The Fonel impacted everything this way. The basis for that of course was the midrange with support from strong full bass. The lower bass wasn’t as tight and dynamic as its upper register but very well stitched together with the rest to not be disturbing. How the midrange is presented will, I believe, quickly determine how we respond to the Simplicité. This is a particular modification of the sound to require a personal response. When used with a preamp, the Fonel develops its sound from the midrange outward. Eliminating a preamp changes that equation. More on that anon.


With a preamp the outer quadrants of the soundstage are softer and rendered with far softer attacks than what’s center stage. This is especially obvious with recordings which were deliberately arrayed like this, say Carol Sloan’s Hush-A-Bye. The guitar and other instruments playing on the stage edges of the stage were far quieter than over my Ancient Audio Air which showed them in an incomparably more palpable way. Everything in fact seemed quieter with the Fonel - until the vocals entered. Then everything jumped into place like meshing gears. And no, I did not get carried away. The difference really was that big. The voice itself was full and large, not as three-dimensional as from vinyl or the Air but with appropriate weight and saturation.
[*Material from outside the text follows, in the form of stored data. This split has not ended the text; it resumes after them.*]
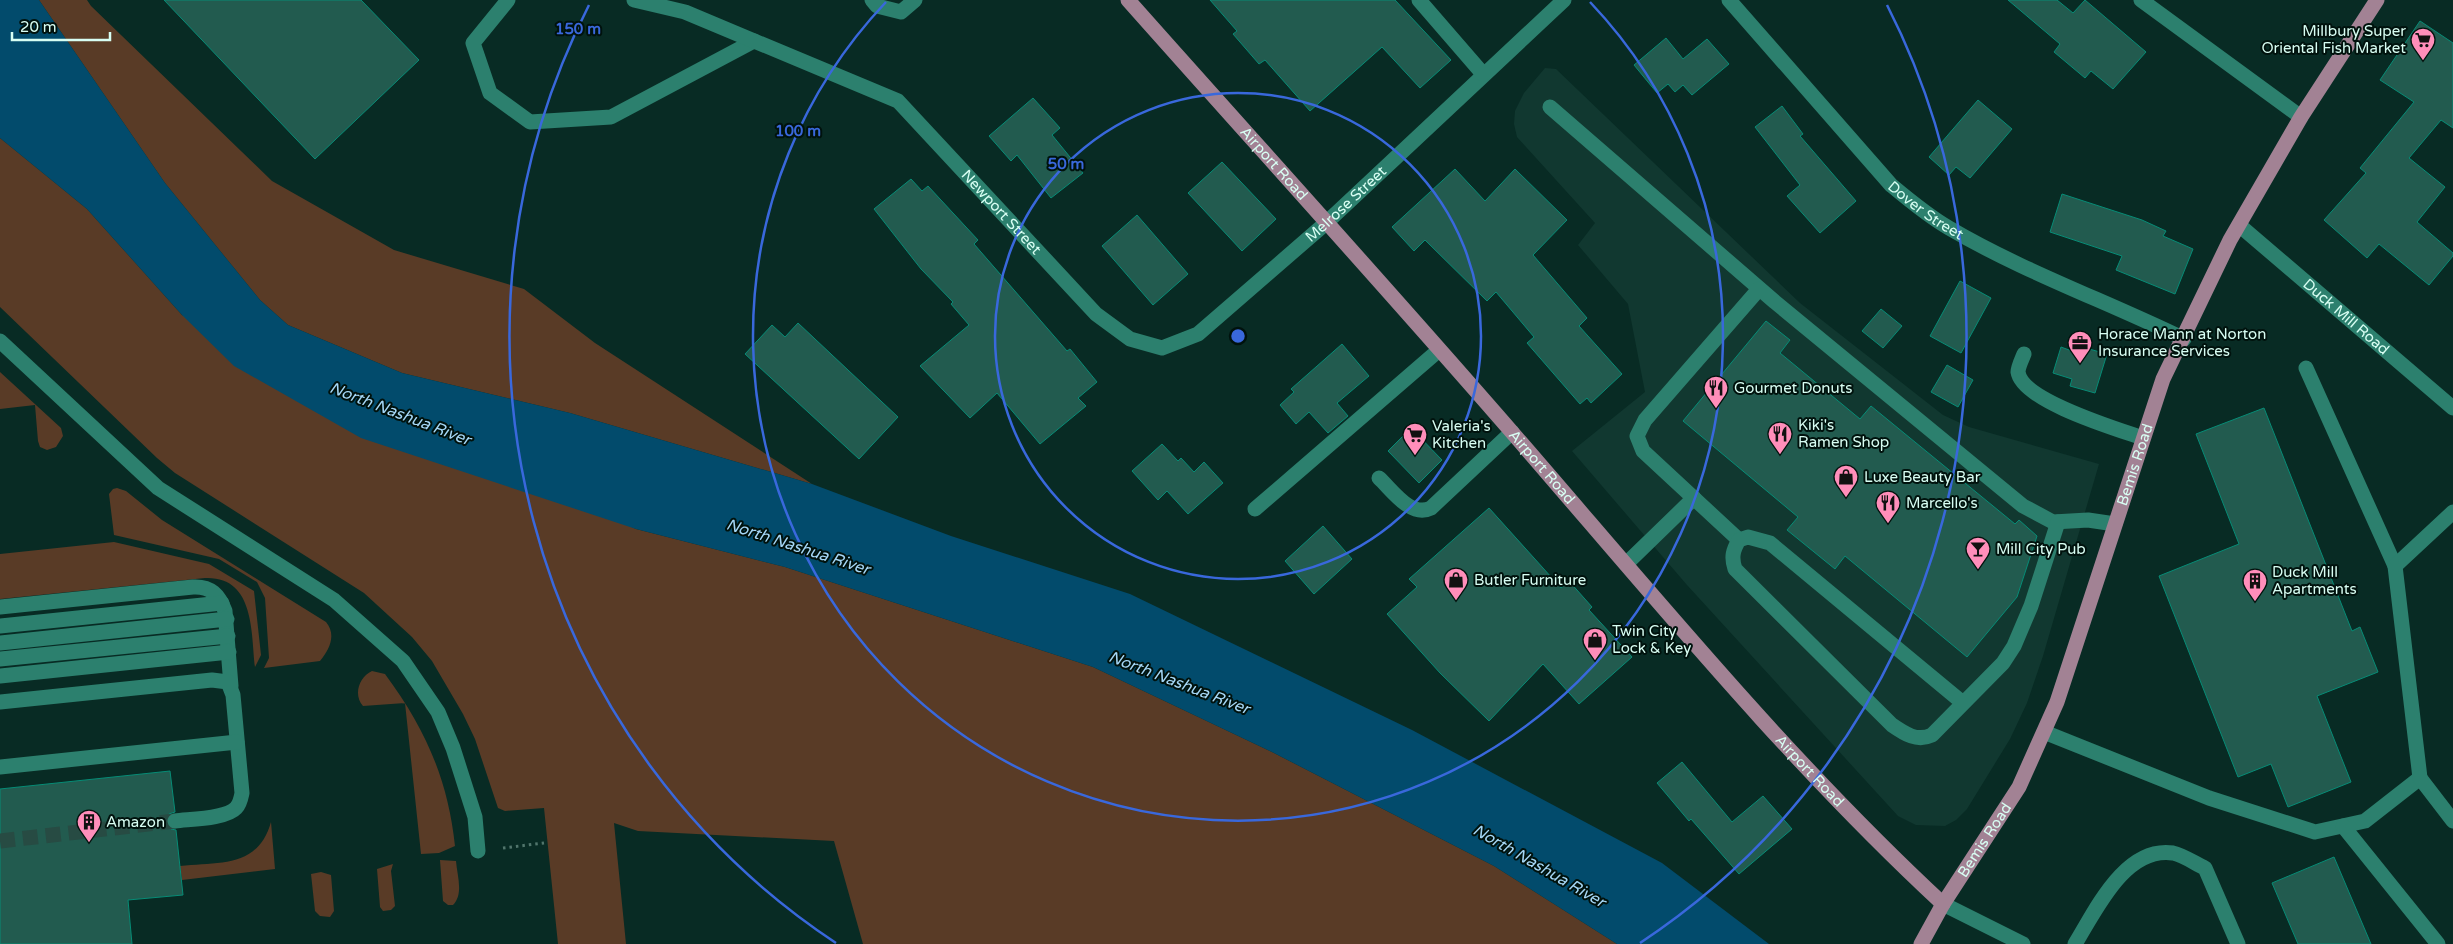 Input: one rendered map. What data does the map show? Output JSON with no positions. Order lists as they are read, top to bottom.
{
  "streets": {
    "main road": ["Airport Road", "Bemis Road"],
    "street": [
      "Melrose Street",
      "Dover Street",
      "Newport Street",
      "Duck Mill Road"
    ]
  },
  "crossings": [
    ["Airport Road", "Melrose Street"],
    ["Airport Road", "Bemis Road"],
    ["Melrose Street", "Newport Street"],
    ["Dover Street", "Bemis Road"],
    ["Duck Mill Road", "Bemis Road"]
  ],
  "water": ["North Nashua River"],
  "places": {
    "supermarket": ["Millbury Super Oriental Fish Market", "Valeria's Kitchen"],
    "office": ["Horace Mann at Norton Insurance Services"],
    "restaurant": ["Gourmet Donuts", "Kiki's Ramen Shop", "Marcello's"],
    "shop": ["Luxe Beauty Bar", "Butler Furniture", "Twin City Lock & Key"],
    "bar": ["Mill City Pub"],
    "building": ["Duck Mill Apartments", "Amazon"]
  },
  "scale_bar": "20 m",
  "rings": ["150 m", "100 m", "50 m"]
} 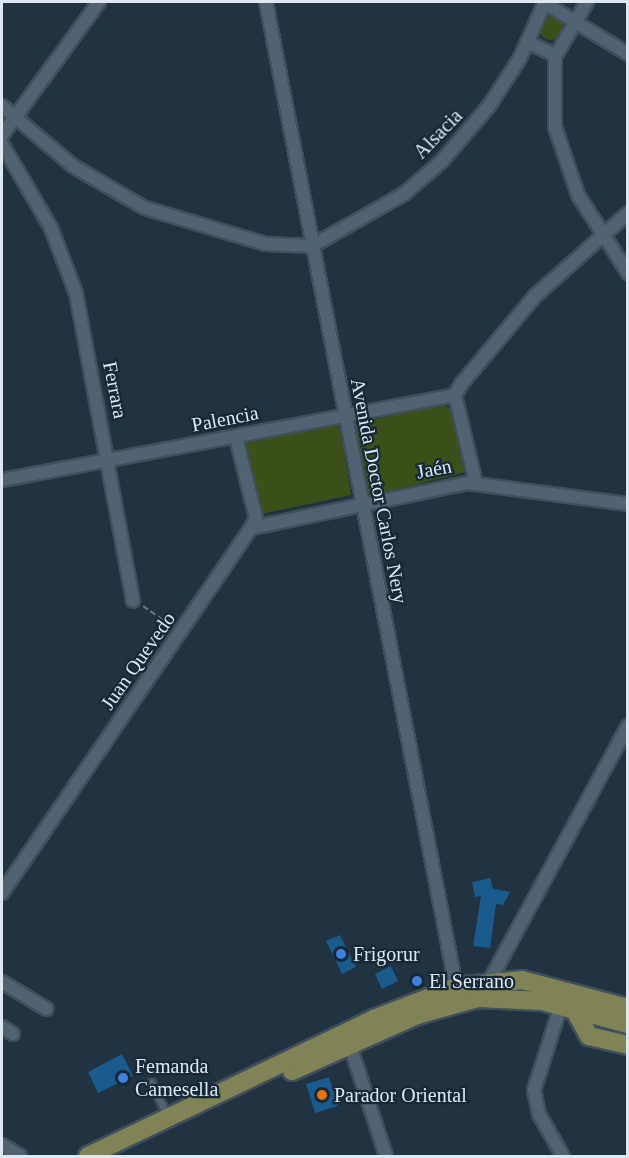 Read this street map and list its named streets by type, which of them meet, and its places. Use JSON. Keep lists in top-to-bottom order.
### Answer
{
  "streets": {
    "street": [
      "Alsacia",
      "Ferrara",
      "Palencia",
      "Jaén",
      "Avenida Doctor Carlos Nery",
      "Juan Quevedo"
    ]
  },
  "crossings": [
    ["Alsacia", "Avenida Doctor Carlos Nery"],
    ["Ferrara", "Palencia"],
    ["Palencia", "Avenida Doctor Carlos Nery"],
    ["Jaén", "Avenida Doctor Carlos Nery"],
    ["Jaén", "Juan Quevedo"]
  ],
  "places": [
    "Frigorur",
    "El Serrano",
    "Femanda Camesella",
    "Parador Oriental"
  ]
} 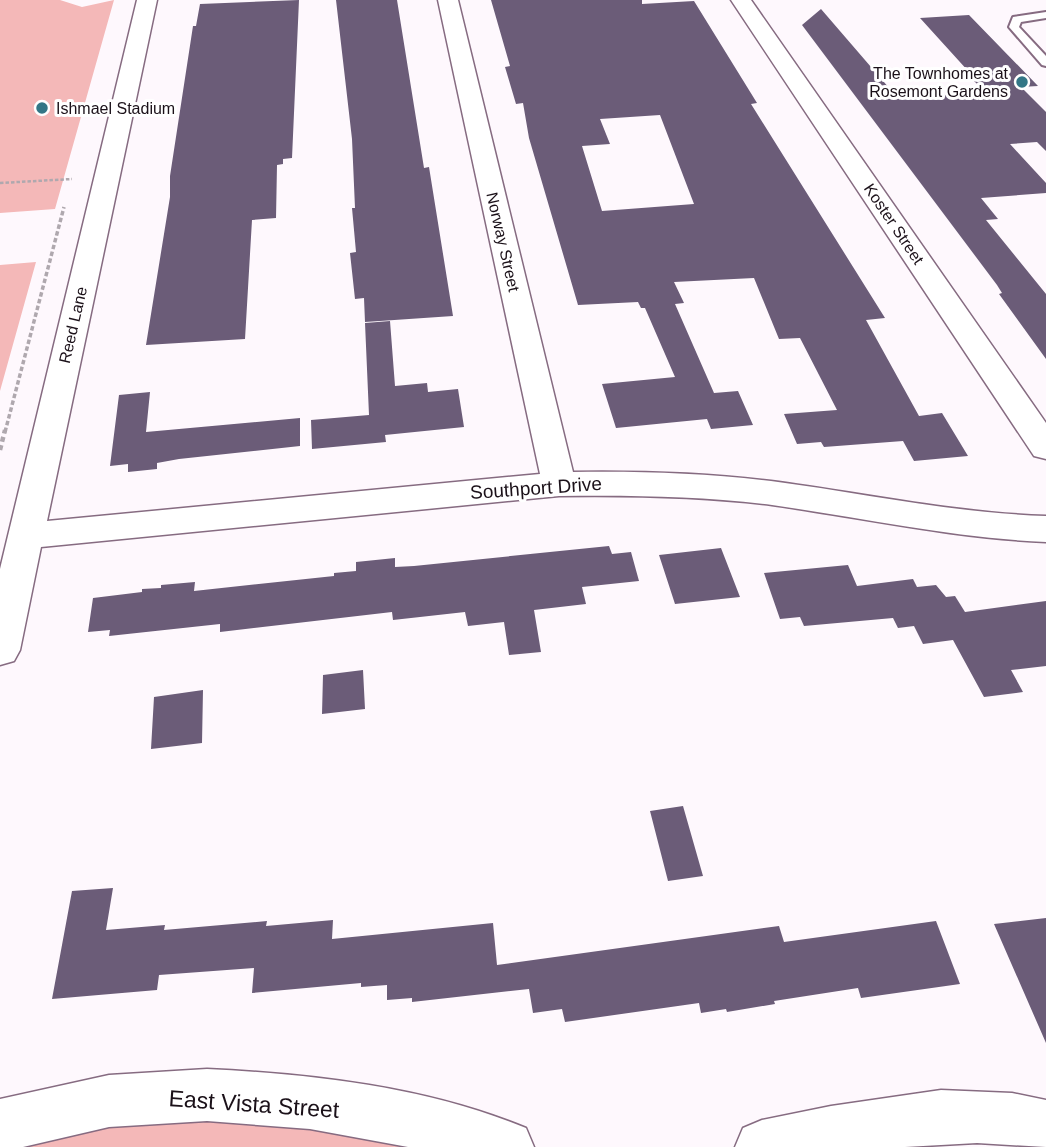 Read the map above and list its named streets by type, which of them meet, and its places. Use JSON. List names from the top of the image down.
{
  "streets": {
    "street": [
      "Koster Street",
      "Norway Street",
      "Reed Lane",
      "Southport Drive",
      "East Vista Street"
    ]
  },
  "crossings": [
    ["Norway Street", "Southport Drive"],
    ["Reed Lane", "Southport Drive"]
  ],
  "places": ["The Townhomes at Rosemont Gardens", "Ishmael Stadium"]
}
Things changed to some extent when I removed the preamplifier. In my experience most CD players with variable outputs actually sound better with a preamp. There are exceptions but they aren’t numerous and usually occur in systems which were deliberately put together to eliminate the preamp.


The Fonel was an interesting example of such an exception. In my system it sounded much better without a preamp. The effect was a removal of an opaque barrier or filter. The stage edges were better saturated, everything became bigger and rather more differentiated. The overall sound was still a bit wet in the sense that attacks were softened and decays less precise but the timbre, dynamics and impression of connecting with the music were far superior then when the preamplifier was in the signal path.


The soundstage itself wasn’t particularly deep. The virtual shapes themselves had three-dimensional substance but the rear-of-stage acoustics were foreshortened. The listener was concentrated on the main action rather than what surrounded it. Surprising was how the player handled bass. It was potent, full and dynamic, not perfect–I already mentioned how– but the overall sound of the player is so coherent that even knowing superior examples one doesn’t complain. The Fonel just does the job.


That job is about a large-scale pleasing sound presented in a relaxed slightly meditative way. This worked unexpectedly well with electronica. Grabek’s 8 was spectacular, ditto the Tron: Legacy soundtrack. I’d noticed this first with Laurie Anderson but only now did it hit me how everything was bound together, how coherent it was. We can of course switch brain halves and point at weaker aspects as I did earlier. But when the player connects amp-direct via XLR cables, the results are tremendous.